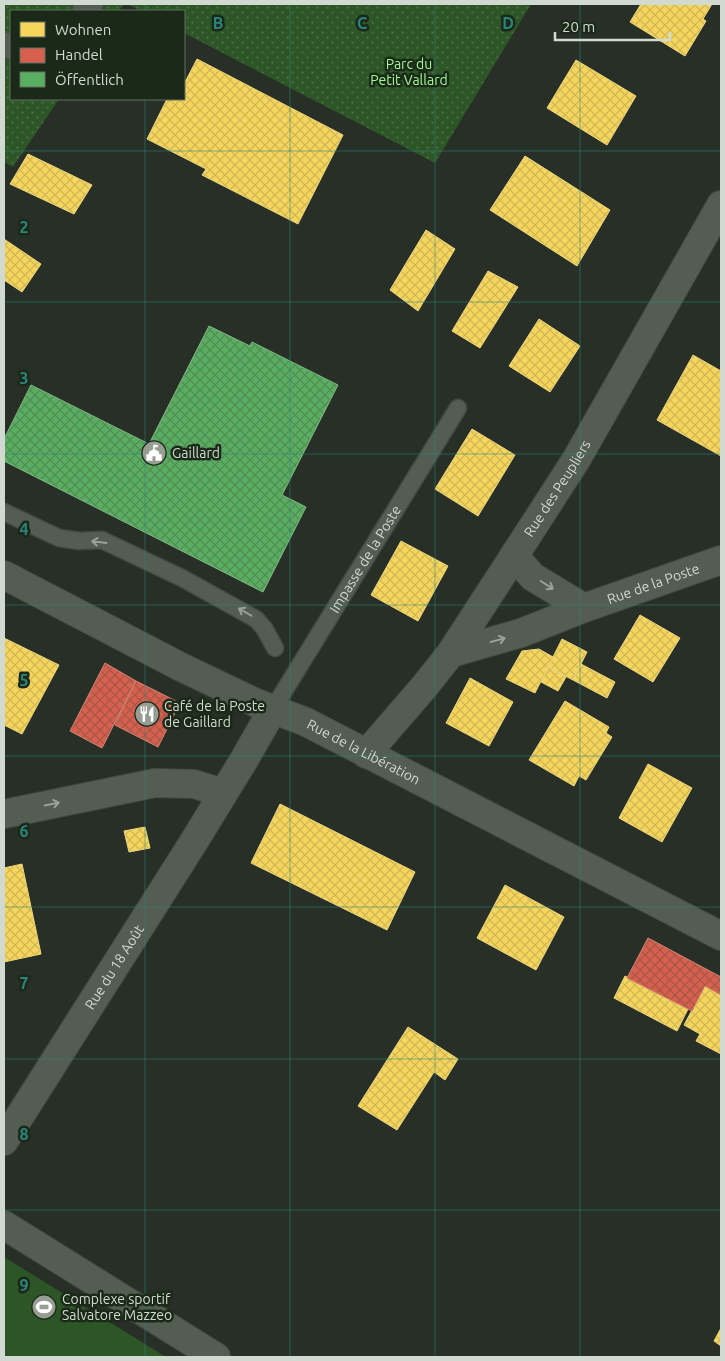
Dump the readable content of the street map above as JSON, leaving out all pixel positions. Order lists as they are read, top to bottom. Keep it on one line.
□ □ □
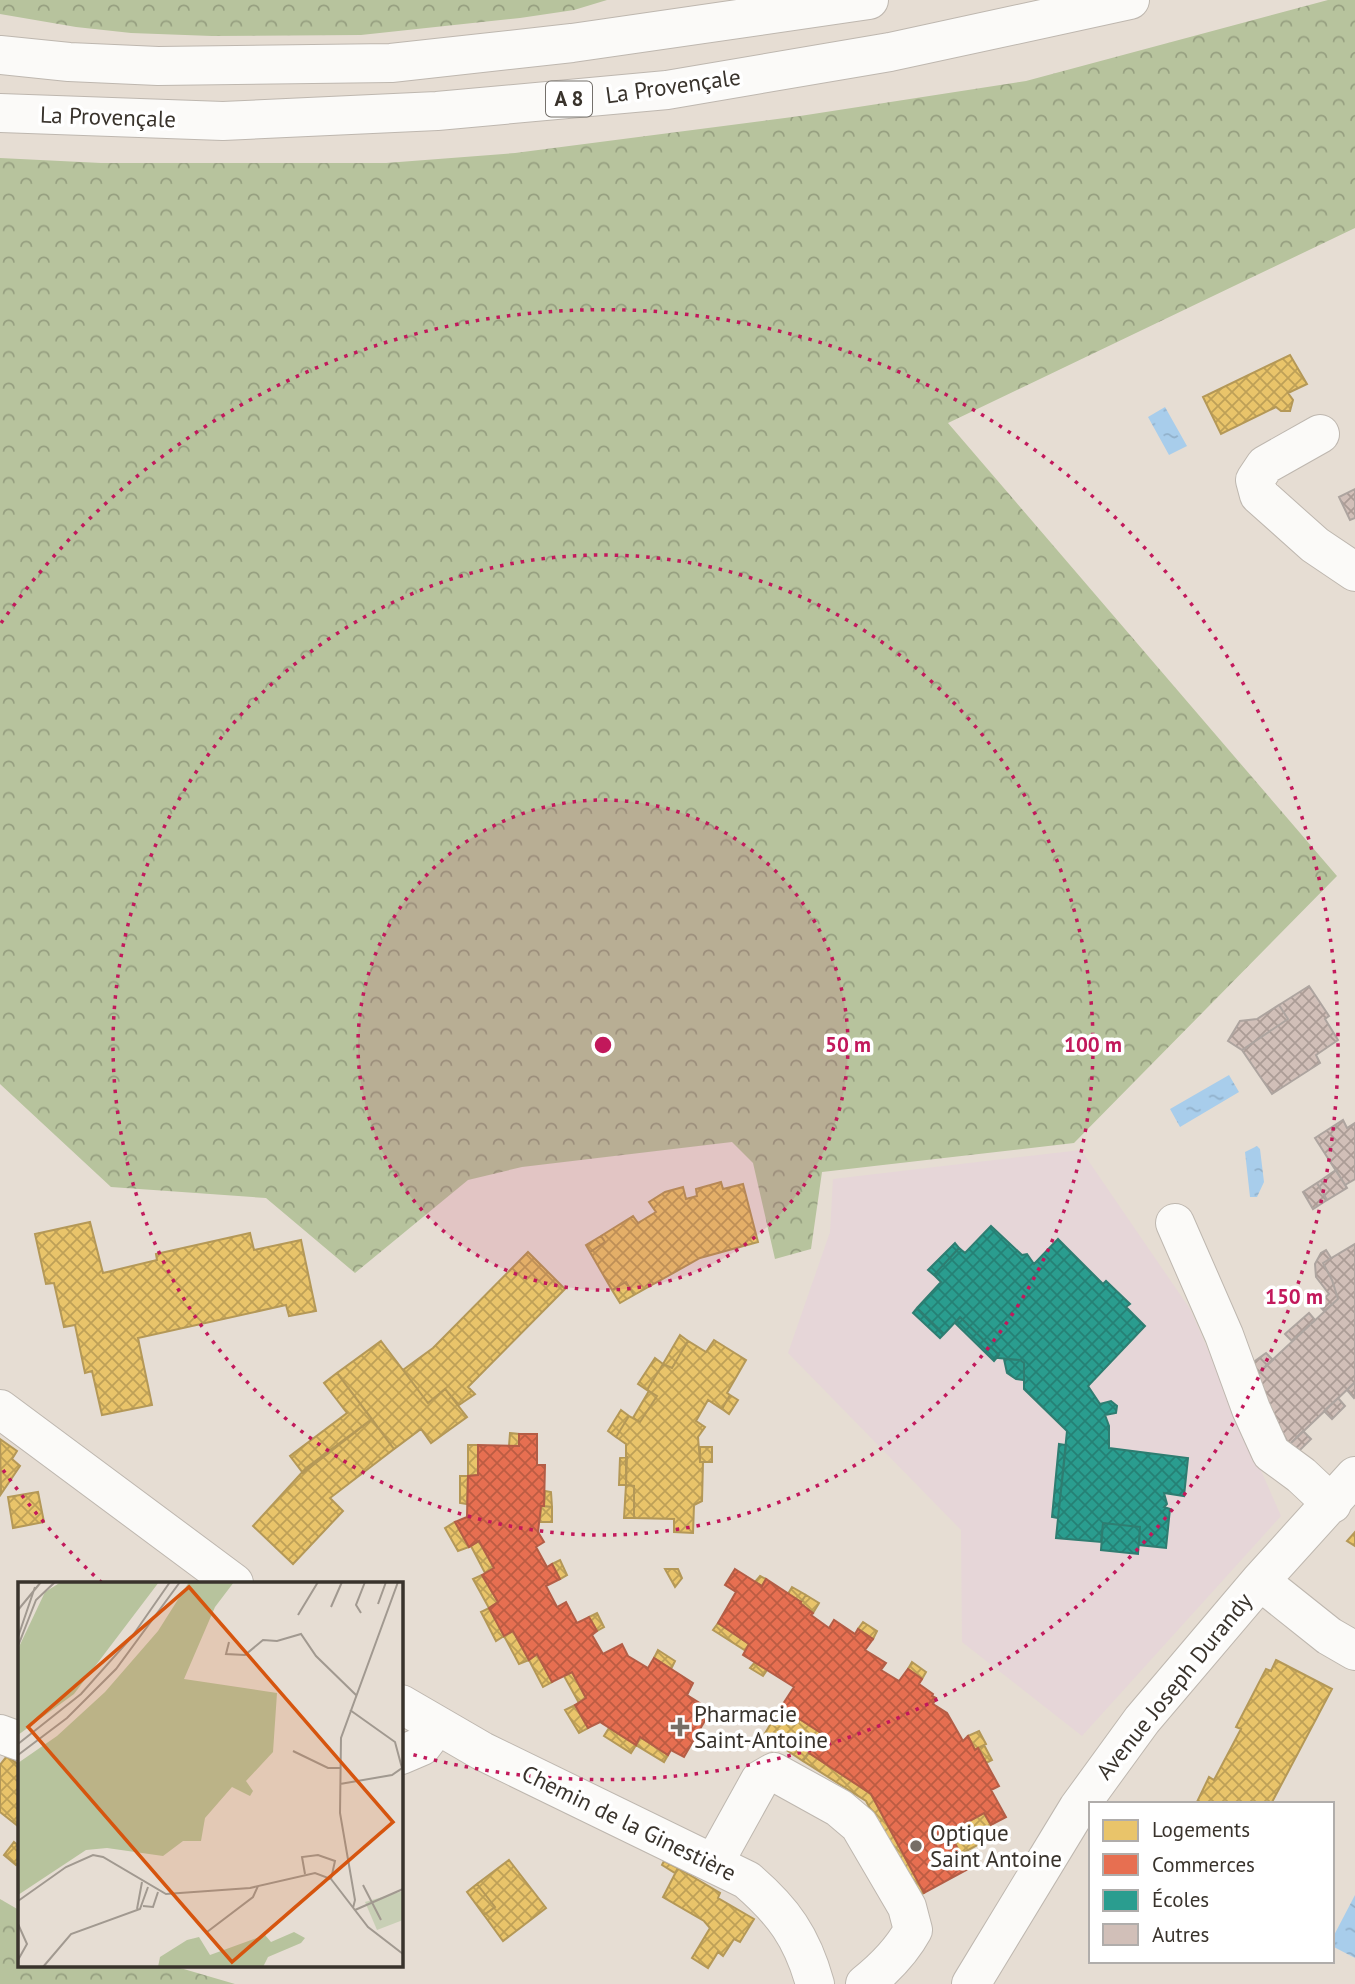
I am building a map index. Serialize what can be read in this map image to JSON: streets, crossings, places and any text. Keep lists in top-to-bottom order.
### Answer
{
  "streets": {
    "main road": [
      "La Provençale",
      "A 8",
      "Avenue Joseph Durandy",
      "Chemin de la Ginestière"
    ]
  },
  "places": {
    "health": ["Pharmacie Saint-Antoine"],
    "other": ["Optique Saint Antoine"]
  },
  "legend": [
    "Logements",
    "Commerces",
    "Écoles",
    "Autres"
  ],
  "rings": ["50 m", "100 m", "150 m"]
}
□ □ □
● **What to work on**
Which lines of the records above hold the word "read"? Copy each of them.

● **Answer area**
Dump the readable content of the street map above as JSON, leaving out all pixel positions. Order lists as they are read, top to bottom. Keep it on one line.
I am building a map index. Serialize what can be read in this map image to JSON: streets, crossings, places and any text. Keep lists in top-to-bottom order.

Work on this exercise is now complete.